> _Input data_:
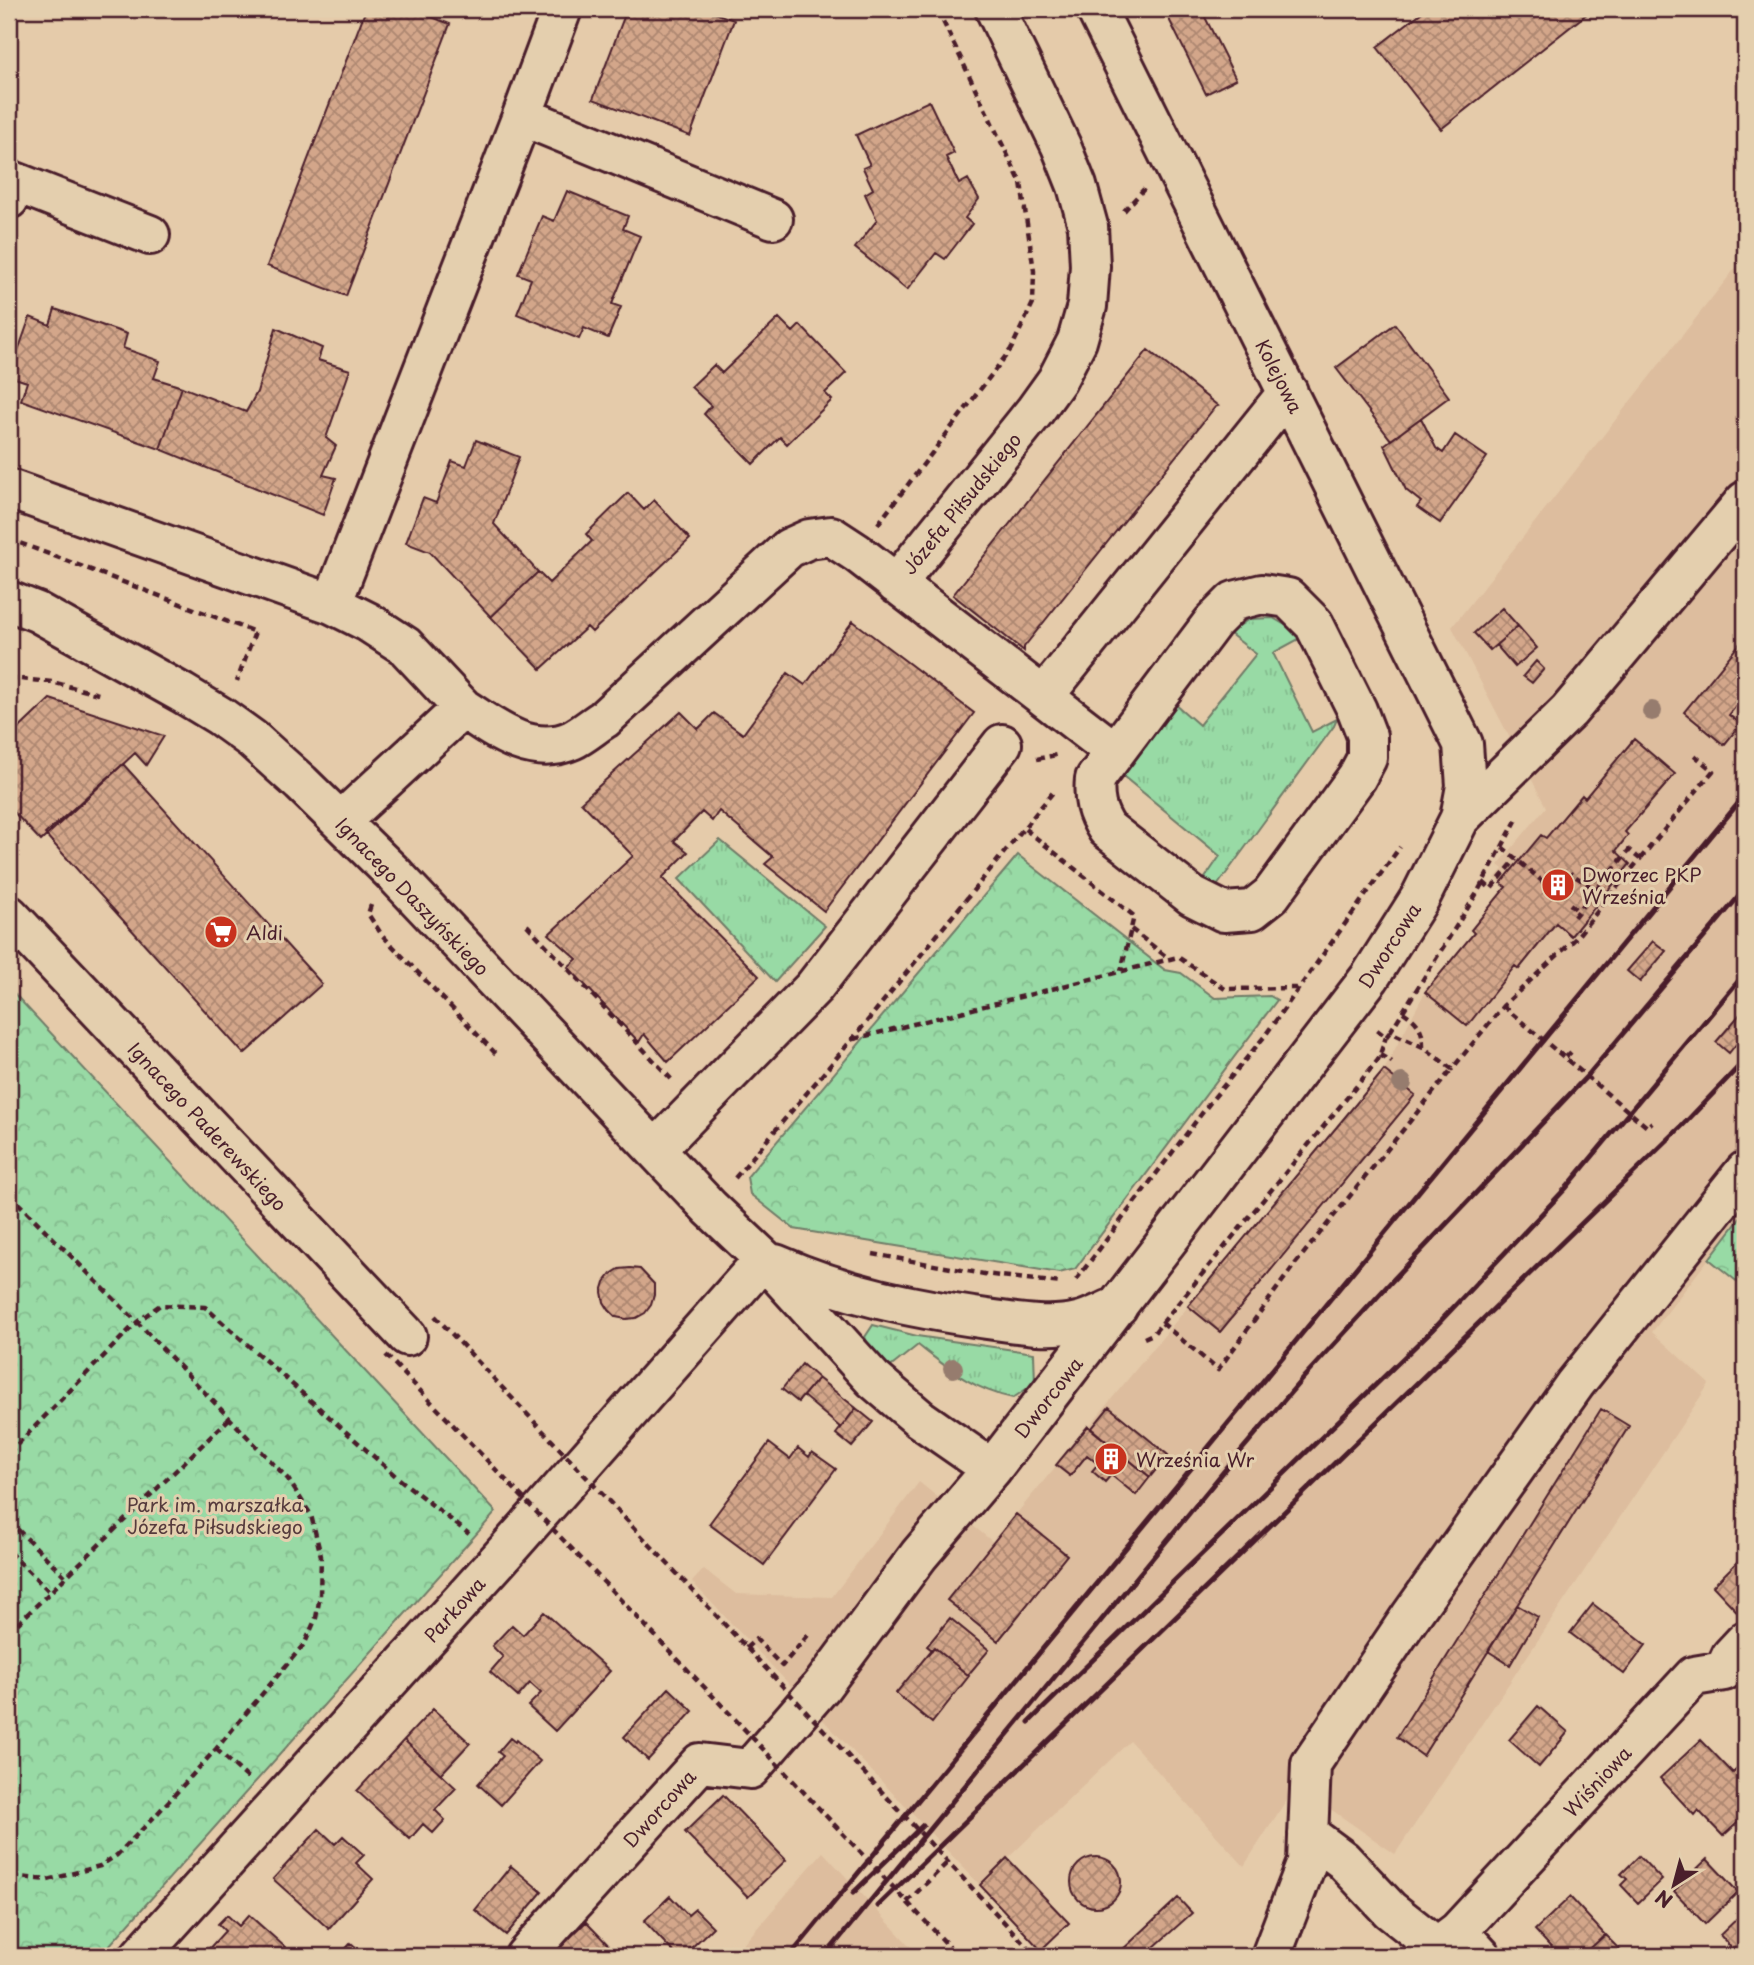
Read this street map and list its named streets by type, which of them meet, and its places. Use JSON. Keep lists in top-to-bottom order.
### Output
{
  "streets": {
    "street": [
      "Kolejowa",
      "Józefa Piłsudskiego",
      "Ignacego Daszyńskiego",
      "Dworcowa",
      "Ignacego Paderewskiego",
      "Parkowa",
      "Wiśniowa"
    ]
  },
  "crossings": [
    ["Kolejowa", "Dworcowa"],
    ["Ignacego Daszyńskiego", "Dworcowa"],
    ["Ignacego Daszyńskiego", "Parkowa"]
  ],
  "parks": ["Park im. marszałka Józefa Piłsudskiego"],
  "places": {
    "building": ["Dworzec PKP Września", "Września Wr"],
    "supermarket": ["Aldi"]
  },
  "north": "bottom left"
}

> _What to produce_:
Pictures do not belong in the copy. Output all of the records exactly.

> _Written solution_:
Read this street map and list its named streets by type, which of them meet, and its places. Use JSON. Keep lists in top-to-bottom order.
### Output
{
  "streets": {
    "street": [
      "Kolejowa",
      "Józefa Piłsudskiego",
      "Ignacego Daszyńskiego",
      "Dworcowa",
      "Ignacego Paderewskiego",
      "Parkowa",
      "Wiśniowa"
    ]
  },
  "crossings": [
    ["Kolejowa", "Dworcowa"],
    ["Ignacego Daszyńskiego", "Dworcowa"],
    ["Ignacego Daszyńskiego", "Parkowa"]
  ],
  "parks": ["Park im. marszałka Józefa Piłsudskiego"],
  "places": {
    "building": ["Dworzec PKP Września", "Września Wr"],
    "supermarket": ["Aldi"]
  },
  "north": "bottom left"
}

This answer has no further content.